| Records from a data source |

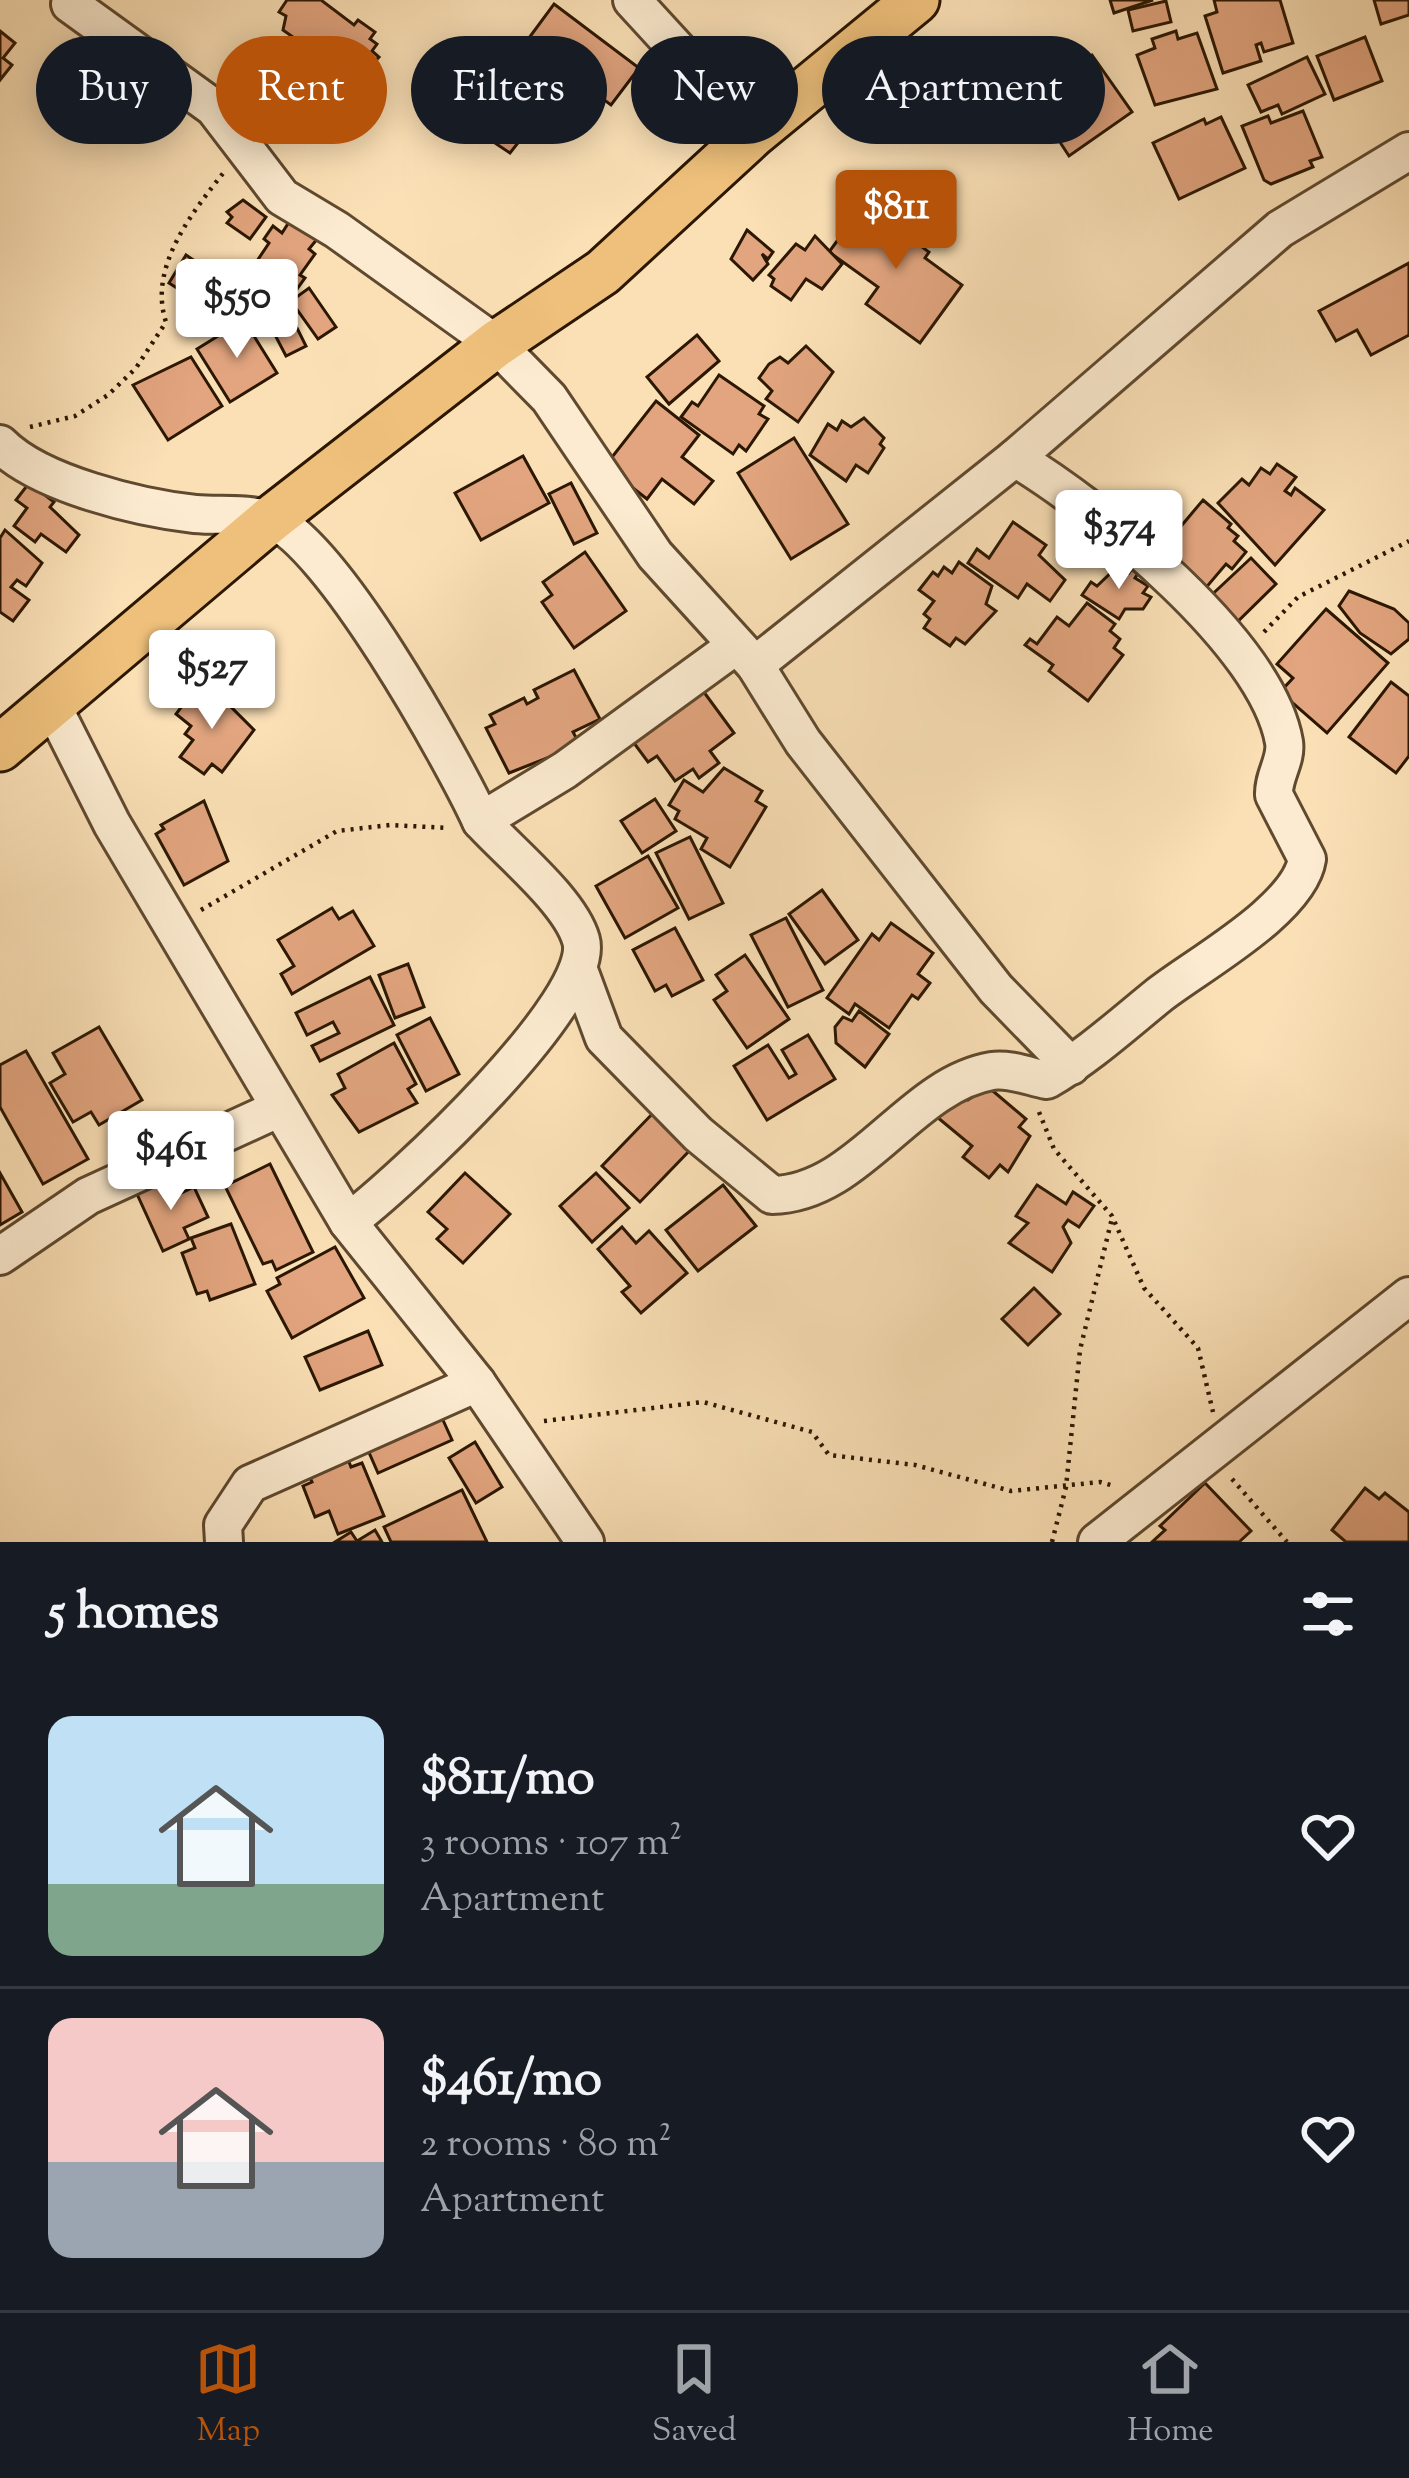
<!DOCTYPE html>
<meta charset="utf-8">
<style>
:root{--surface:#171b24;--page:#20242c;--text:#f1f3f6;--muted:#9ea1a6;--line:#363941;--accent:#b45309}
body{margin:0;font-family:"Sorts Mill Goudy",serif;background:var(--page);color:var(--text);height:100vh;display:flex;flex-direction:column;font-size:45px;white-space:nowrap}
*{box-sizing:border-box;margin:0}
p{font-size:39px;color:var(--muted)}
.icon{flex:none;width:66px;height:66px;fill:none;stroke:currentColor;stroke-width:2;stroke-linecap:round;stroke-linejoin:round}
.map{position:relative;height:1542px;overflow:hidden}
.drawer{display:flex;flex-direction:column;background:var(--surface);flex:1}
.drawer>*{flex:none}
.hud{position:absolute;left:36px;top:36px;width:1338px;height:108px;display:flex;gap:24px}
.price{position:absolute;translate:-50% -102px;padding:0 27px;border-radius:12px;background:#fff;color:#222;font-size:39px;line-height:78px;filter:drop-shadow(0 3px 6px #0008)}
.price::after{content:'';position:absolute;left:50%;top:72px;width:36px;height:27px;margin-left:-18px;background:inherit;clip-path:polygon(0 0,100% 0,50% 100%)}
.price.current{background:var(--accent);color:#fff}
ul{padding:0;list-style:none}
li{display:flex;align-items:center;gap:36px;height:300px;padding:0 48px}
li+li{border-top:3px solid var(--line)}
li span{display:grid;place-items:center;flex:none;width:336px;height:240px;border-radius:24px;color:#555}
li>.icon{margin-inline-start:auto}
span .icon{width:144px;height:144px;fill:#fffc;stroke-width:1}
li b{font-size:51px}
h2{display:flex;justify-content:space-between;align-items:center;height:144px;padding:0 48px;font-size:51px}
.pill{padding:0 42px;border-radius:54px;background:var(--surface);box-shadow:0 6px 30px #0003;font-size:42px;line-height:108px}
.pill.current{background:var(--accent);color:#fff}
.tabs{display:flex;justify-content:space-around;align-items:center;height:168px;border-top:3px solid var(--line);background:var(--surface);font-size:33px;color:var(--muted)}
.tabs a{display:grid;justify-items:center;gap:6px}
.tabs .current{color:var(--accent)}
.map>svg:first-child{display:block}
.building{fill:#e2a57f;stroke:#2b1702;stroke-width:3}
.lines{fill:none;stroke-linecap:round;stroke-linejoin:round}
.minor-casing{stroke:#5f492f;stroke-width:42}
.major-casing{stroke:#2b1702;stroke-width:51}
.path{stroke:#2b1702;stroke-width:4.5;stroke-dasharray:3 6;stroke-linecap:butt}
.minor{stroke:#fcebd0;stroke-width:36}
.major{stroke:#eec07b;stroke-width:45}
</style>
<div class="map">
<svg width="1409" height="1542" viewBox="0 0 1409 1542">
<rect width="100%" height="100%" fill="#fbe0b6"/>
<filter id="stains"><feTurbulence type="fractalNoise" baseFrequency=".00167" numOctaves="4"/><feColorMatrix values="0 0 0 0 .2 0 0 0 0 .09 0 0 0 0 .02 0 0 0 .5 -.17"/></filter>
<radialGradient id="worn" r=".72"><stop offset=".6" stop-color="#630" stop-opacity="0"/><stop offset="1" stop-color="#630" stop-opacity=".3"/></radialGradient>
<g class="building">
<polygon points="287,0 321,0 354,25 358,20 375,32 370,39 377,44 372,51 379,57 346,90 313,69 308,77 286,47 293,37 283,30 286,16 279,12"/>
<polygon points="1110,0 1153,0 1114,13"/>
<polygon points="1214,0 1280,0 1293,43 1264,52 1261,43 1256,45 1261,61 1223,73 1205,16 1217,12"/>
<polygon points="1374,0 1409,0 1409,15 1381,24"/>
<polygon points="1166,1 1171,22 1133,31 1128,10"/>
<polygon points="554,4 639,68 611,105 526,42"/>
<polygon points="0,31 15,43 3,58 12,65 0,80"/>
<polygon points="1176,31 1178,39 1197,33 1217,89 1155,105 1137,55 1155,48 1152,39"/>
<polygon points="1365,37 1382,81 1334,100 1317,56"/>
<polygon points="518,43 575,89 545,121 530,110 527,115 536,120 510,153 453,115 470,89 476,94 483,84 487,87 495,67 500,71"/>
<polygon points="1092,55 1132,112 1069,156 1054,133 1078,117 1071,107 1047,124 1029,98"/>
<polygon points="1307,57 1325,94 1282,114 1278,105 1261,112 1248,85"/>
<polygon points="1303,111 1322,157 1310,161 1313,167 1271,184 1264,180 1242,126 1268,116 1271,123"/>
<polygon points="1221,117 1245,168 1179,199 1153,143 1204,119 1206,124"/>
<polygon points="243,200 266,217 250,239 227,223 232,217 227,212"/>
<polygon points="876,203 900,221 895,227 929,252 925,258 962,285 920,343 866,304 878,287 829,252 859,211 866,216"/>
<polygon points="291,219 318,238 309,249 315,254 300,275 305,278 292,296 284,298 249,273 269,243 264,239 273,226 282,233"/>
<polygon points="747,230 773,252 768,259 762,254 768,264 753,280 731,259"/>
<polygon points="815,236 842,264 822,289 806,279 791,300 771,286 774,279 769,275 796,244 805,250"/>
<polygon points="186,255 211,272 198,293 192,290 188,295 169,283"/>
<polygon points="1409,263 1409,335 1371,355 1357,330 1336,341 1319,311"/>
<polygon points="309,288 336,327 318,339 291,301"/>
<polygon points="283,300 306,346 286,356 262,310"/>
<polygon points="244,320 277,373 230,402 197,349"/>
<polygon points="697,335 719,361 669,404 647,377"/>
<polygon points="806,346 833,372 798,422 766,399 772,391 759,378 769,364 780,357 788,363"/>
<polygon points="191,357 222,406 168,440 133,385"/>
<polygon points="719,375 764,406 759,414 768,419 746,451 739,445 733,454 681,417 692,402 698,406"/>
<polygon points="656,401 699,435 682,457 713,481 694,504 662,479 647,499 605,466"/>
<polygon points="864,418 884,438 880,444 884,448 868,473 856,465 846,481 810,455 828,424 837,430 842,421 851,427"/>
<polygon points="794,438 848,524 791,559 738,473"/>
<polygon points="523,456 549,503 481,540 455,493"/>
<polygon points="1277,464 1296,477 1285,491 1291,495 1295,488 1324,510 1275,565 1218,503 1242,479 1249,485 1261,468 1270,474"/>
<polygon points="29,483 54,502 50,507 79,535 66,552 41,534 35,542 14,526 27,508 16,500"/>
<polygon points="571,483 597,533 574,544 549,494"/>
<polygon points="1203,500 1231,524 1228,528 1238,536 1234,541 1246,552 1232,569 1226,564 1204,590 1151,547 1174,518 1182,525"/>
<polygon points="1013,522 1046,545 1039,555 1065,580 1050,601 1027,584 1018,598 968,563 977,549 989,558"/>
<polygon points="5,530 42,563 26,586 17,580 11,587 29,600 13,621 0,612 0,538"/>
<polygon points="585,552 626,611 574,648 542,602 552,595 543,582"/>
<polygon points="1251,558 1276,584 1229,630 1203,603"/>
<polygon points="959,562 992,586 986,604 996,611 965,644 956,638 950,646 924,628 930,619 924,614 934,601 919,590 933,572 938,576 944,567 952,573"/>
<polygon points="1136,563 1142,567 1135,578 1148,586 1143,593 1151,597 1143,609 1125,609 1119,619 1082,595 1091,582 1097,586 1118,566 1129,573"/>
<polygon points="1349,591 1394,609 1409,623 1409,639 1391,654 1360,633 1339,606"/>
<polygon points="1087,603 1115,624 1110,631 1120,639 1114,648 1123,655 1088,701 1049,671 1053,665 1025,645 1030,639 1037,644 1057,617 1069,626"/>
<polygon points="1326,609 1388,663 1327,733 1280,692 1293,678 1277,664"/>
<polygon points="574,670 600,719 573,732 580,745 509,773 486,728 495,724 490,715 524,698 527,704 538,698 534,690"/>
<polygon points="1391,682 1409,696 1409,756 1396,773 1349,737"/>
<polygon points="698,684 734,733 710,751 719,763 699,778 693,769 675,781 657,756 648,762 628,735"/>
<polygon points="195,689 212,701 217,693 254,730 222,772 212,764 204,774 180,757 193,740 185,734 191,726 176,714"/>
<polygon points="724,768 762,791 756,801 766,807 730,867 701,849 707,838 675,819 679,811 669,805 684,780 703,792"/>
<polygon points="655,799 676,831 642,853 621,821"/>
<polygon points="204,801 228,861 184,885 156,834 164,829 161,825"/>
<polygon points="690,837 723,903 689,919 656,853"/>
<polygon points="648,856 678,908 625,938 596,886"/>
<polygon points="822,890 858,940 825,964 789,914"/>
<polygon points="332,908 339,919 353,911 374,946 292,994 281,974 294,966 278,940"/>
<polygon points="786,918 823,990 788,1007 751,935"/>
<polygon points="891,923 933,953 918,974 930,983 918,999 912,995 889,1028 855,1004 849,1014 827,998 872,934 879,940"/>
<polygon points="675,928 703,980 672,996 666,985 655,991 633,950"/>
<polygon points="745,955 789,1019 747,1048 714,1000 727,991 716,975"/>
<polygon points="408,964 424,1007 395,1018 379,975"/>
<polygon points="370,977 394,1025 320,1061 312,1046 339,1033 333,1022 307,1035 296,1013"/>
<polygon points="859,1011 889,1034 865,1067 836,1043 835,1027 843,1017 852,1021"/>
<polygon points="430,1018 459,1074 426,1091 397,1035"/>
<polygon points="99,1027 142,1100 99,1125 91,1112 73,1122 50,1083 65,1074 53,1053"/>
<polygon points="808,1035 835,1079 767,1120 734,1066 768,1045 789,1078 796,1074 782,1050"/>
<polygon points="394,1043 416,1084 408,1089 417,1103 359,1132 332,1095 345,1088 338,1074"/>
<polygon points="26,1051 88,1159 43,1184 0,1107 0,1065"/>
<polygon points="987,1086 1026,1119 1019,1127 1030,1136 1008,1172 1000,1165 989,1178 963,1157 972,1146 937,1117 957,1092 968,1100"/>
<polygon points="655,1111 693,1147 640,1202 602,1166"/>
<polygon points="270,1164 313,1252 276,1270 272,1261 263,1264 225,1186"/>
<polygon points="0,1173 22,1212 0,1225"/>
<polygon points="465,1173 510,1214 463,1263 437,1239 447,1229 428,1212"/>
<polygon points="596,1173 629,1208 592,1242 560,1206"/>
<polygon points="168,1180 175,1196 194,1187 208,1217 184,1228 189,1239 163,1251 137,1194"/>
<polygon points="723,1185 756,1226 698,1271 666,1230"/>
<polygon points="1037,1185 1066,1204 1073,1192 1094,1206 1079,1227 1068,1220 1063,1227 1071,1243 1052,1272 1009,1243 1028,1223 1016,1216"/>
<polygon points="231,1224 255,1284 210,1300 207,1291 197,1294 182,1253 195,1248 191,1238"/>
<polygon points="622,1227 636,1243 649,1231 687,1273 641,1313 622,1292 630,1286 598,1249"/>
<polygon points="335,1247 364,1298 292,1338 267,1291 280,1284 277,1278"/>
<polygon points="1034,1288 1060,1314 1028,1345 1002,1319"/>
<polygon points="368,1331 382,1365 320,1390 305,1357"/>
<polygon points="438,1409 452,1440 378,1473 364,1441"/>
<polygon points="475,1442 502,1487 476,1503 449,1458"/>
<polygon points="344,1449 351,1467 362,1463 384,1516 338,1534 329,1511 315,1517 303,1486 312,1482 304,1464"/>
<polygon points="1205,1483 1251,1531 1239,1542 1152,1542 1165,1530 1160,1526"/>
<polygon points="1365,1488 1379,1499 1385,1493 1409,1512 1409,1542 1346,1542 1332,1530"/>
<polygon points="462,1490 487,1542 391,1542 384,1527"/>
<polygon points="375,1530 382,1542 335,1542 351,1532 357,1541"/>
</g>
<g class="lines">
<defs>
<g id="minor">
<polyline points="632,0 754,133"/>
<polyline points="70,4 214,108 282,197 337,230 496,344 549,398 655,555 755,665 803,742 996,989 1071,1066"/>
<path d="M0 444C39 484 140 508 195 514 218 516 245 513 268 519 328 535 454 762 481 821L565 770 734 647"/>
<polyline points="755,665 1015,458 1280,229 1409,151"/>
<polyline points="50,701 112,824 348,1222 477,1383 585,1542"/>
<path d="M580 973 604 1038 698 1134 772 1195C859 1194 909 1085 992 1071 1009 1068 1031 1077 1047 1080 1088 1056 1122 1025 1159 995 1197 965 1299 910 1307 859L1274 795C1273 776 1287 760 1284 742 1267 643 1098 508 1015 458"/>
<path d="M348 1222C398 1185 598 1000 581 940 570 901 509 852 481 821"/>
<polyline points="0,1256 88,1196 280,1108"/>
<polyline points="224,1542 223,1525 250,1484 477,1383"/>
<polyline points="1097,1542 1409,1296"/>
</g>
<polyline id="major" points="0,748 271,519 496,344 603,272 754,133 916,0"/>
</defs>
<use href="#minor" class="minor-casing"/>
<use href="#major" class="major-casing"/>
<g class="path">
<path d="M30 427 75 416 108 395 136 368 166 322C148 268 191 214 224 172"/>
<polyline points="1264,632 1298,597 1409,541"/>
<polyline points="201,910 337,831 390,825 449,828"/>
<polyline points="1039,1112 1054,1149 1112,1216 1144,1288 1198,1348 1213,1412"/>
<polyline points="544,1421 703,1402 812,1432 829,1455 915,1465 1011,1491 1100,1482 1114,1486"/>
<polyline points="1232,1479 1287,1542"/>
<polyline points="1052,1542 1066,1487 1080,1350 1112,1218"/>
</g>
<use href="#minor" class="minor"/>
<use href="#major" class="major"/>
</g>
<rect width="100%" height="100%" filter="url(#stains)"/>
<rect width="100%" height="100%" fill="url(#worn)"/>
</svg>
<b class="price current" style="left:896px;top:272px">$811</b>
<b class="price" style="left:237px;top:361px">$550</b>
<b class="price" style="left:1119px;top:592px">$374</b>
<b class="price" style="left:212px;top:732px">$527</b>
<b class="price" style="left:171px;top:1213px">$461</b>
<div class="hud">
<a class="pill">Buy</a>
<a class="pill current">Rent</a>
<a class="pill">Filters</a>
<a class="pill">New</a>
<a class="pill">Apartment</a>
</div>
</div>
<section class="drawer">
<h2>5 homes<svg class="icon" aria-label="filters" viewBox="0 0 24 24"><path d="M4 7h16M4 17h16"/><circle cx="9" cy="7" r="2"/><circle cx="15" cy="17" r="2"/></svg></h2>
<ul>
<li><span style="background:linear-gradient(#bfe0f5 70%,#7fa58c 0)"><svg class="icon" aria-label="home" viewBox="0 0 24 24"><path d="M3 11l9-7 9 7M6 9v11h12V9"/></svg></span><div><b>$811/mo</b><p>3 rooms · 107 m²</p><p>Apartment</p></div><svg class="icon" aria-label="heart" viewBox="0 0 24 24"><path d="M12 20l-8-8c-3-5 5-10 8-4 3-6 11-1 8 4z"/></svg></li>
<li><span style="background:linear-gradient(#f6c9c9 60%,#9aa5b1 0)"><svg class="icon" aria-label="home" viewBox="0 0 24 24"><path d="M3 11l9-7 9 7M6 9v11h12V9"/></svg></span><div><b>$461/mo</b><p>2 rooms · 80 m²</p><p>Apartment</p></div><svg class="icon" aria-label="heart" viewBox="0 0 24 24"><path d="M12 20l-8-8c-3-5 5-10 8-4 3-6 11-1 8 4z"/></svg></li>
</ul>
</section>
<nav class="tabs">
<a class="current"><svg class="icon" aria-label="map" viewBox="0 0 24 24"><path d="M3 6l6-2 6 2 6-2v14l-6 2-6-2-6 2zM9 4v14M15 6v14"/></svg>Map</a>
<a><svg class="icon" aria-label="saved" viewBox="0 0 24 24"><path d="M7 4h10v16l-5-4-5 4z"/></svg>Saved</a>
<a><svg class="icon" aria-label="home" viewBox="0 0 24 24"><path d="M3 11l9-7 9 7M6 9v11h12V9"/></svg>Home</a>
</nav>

| WHAT IS NEEDED |
Please show each line in the records above that contains "linecap".

| EXERCISE RESPONSE |
.icon{flex:none;width:66px;height:66px;fill:none;stroke:currentColor;stroke-width:2;stroke-linecap:round;stroke-linejoin:round}
.lines{fill:none;stroke-linecap:round;stroke-linejoin:round}
.path{stroke:#2b1702;stroke-width:4.5;stroke-dasharray:3 6;stroke-linecap:butt}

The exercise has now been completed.